Something of a searing lute solo, this track can be found on the soundtrack to HENRY VIII AND HIS SIX WIVES, released back in 1972. I first came across Munrow in Rob Young’s masterful book 'Electric Eden' in which he unearths the story of the folk revival in the British Isles. Munrow emerged as a leading light in the early music and Renaissance movement of the 1960’s and 70’s which, by all accounts, he brought to life in performances of unsurpassed brilliance.  I’ve been meaning to play him on the show for ages, but lute solos aren’t as easy to segue in as you’d think.

I follow that with a reading of Pablo Neruda’s IF YOU FORGET ME, read by La Ciccone of all people, but having listened to several recordings of the poem, it turns out hers was the best.

NICK NICELY     THE MOURNING


I was so excited to hear this - a newly recorded version of nicely’s psychedelic classic Hilly Fields (1892), reinterpreted by nicely (one only uses lower case) himself for the semi-legendary Fruits De Mer record label, some 30 years after the original release. In this version, released on 7” vinyl with the original recording on the b-side, nicely turns in an elaborate and indeed delicate acoustic version that is as every bit as tripped out as the original. For those of you who are new comers to Mind De-Coder, Hilly Fields (1892) is arguably the greatest psychedelic record to have come out of the 80’s.

MORDANT MUSIC     INN OHM THE LAKE


You know, I had to play this on the strength of the title alone, but it’s nevertheless a trippy little piece that can be found on the single GHOST BOX STUDY SERIES 3: WELCOME TO GODALMING, released in 2010 by the Ghost Box record label, of course. They share the release with Ghost Box co-founder Jim Jupp’s Belbury Poly with whom they share an interest in similar long-haunted byways of sound. Looping voices full of post-war pedagogical advice, humming drones, children’s songs and reverb drenched sounds abound.

THE NATURAL YOGURT BAND     VOODOO


The Natural Yogurt Band are the day job for Miles Newbold who under his guise as The Sign Of Four had a track played on Mind De-Coder a little while ago which fairly reverberated with sonic going’s on and polyphonic sound textures. He burst onto the scene (inasmuch as it can be said that he actually burst anywhere) in 2008 with the album AWAY WITH MELANCHOLY, from which the fairly irresistible Voodoo is taken, a stirring mix of jazz and funk although, crucially, not jazz-funk but something that uses elements of each to take the listener on a pretty far out journey to some place completely else – cinematic, funky and at times mellow, other times modal, it was quite possibly a pastiche of all these things, a faux-vintage record with the tunes to carry it through the sum of its parts.

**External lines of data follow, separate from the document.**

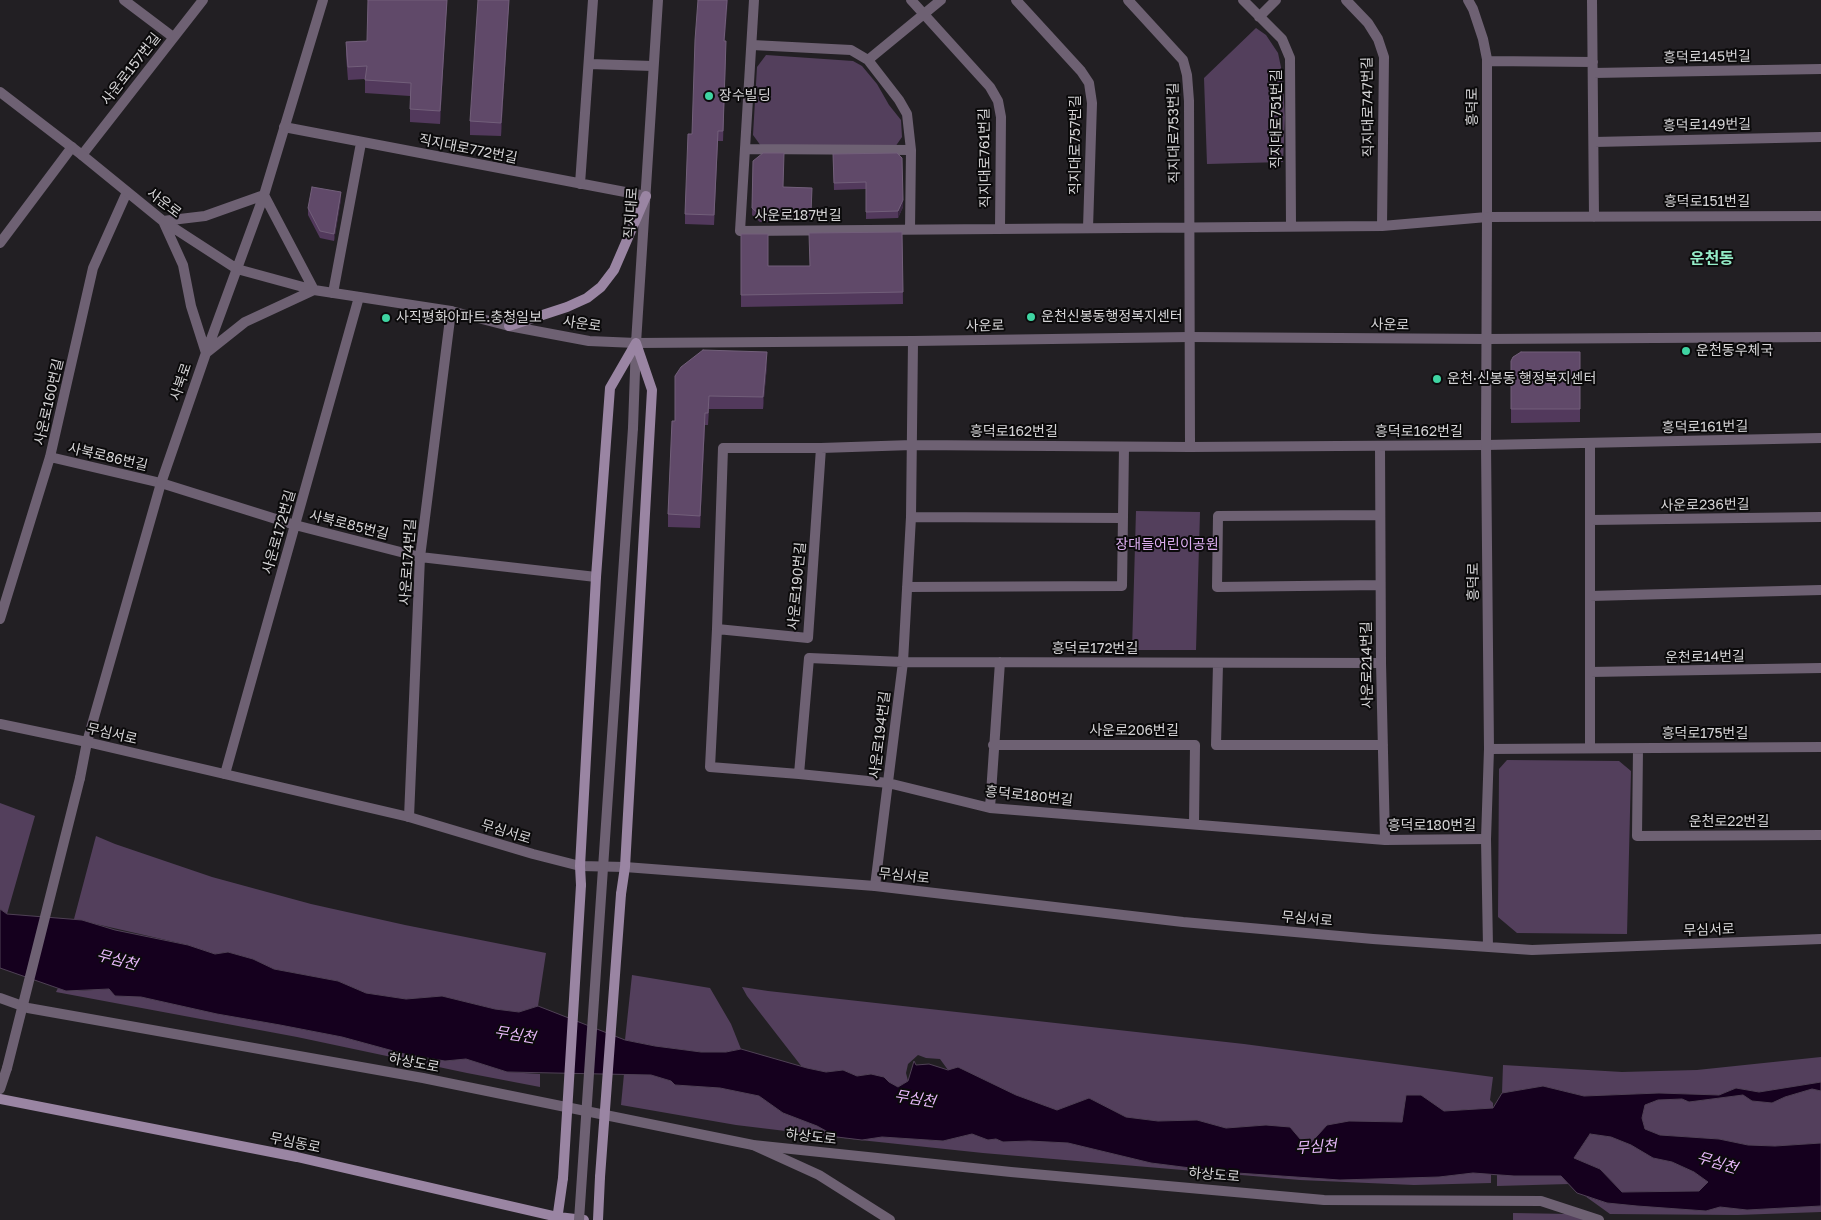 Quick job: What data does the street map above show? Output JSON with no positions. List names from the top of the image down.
{
  "streets": {
    "main road": ["무심동로"],
    "street": [
      "흥덕로145번길",
      "사운로157번길",
      "직지대로747번길",
      "흥덕로",
      "직지대로751번길",
      "흥덕로149번길",
      "직지대로753번길",
      "직지대로757번길",
      "직지대로772번길",
      "직지대로761번길",
      "흥덕로151번길",
      "사운로",
      "직지대로",
      "사운로187번길",
      "사북로",
      "사운로160번길",
      "흥덕로161번길",
      "흥덕로162번길",
      "사북로86번길",
      "사운로236번길",
      "사북로85번길",
      "사운로172번길",
      "사운로174번길",
      "사운로190번길",
      "흥덕로172번길",
      "운천로14번길",
      "사운로214번길",
      "사운로206번길",
      "무심서로",
      "흥덕로175번길",
      "사운로194번길",
      "흥덕로180번길",
      "운천로22번길",
      "하상도로"
    ]
  },
  "crossings": [
    ["사운로157번길", "사운로"],
    ["흥덕로", "흥덕로151번길"],
    ["흥덕로", "사운로"],
    ["흥덕로", "흥덕로161번길"],
    ["흥덕로", "흥덕로162번길"],
    ["흥덕로", "무심서로"],
    ["흥덕로", "흥덕로175번길"],
    ["흥덕로", "흥덕로180번길"],
    ["직지대로753번길", "사운로"],
    ["직지대로772번길", "직지대로"],
    ["직지대로772번길", "사북로"],
    ["사운로", "직지대로"],
    ["사운로", "사북로"],
    ["사운로", "사운로160번길"],
    ["사운로", "사운로172번길"],
    ["사운로", "사운로174번길"],
    ["사운로", "사운로194번길"],
    ["사북로", "사북로86번길"],
    ["사북로", "사북로85번길"],
    ["사북로", "무심서로"],
    ["사운로160번길", "사북로86번길"],
    ["흥덕로161번길", "흥덕로162번길"],
    ["흥덕로162번길", "사운로190번길"],
    ["흥덕로162번길", "사운로214번길"],
    ["흥덕로162번길", "사운로194번길"],
    ["흥덕로162번길", "흥덕로180번길"],
    ["사북로86번길", "사북로85번길"],
    ["사북로85번길", "사운로172번길"],
    ["사북로85번길", "사운로174번길"],
    ["사운로172번길", "무심서로"],
    ["사운로174번길", "무심서로"],
    ["사운로190번길", "흥덕로180번길"],
    ["흥덕로172번길", "사운로214번길"],
    ["흥덕로172번길", "사운로194번길"],
    ["흥덕로172번길", "흥덕로180번길"],
    ["사운로214번길", "흥덕로180번길"],
    ["사운로206번길", "흥덕로180번길"],
    ["무심서로", "사운로194번길"],
    ["흥덕로175번길", "운천로22번길"],
    ["사운로194번길", "흥덕로180번길"]
  ],
  "districts": ["운천동"],
  "water": ["무심천"],
  "parks": ["장대들어린이공원"],
  "places": [
    "장수빌딩",
    "운천신봉동행정복지센터",
    "사직평화아파트.충청일보",
    "운천동우체국",
    "운천·신봉동 행정복지센터"
  ]
}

ARIEL KALMA    MESSAGE 18/10/77


Ariel Kalma seems to be a little known synth-pioneer who appears to have been doing something a bit world music-y and Body-Shop-CD-rack since the mid-70’s at least, but don’t let that put you off. Message 18/10/77 is from the album OSMOSE, released in 1977 and, as one reviewer has put it, it’s sort of like Vangelis getting lost in the Amazonian rain forest 35 years ago, but don’t let that put you off either – take away the New Age bird calls and insect noise and you're left with something approaching a perfectly serviceable Spacemen 3 drone.

I have it float off into something really quite wonderful – a recording of crickets with their sound slowed down to equivalent of a human lifespan and sounding like a choir of angels praising creation (is this what they sound like to each other, I wonder?), recorded by Jim Wilson who then pasted the actual sound of crickets over the top of it for pleasing effect – it actually goes on like that for an hour or so and remains spell-binding throughout - you can check out the whole track here; and whilst that was playing I added the sound of a piano tuner replacing a string on the family piano, which she let me record whilst she was doing it because I thought it sounded really cool. This is mind De-Coder.

ROBBIE BASHO     THE GRAIL AND THE LOTUS


Transcendental guitar playing from Robbie Basho, a mystical minstrel heavily influenced by Hindustani classical guitar, who, in 1966 released his second album THE GRAIL AND THE LOTUS, a great lost psychedelic album from an artist who kind of transcended the genre.

VASHTI BUNYAN     HERE BEFORE


Wistful loveliness from Vashti Bunyan with a track from her sublime second album LOOKAFTERING, which came some 36 years after her first; her voice is gorgeous, pristine and precious.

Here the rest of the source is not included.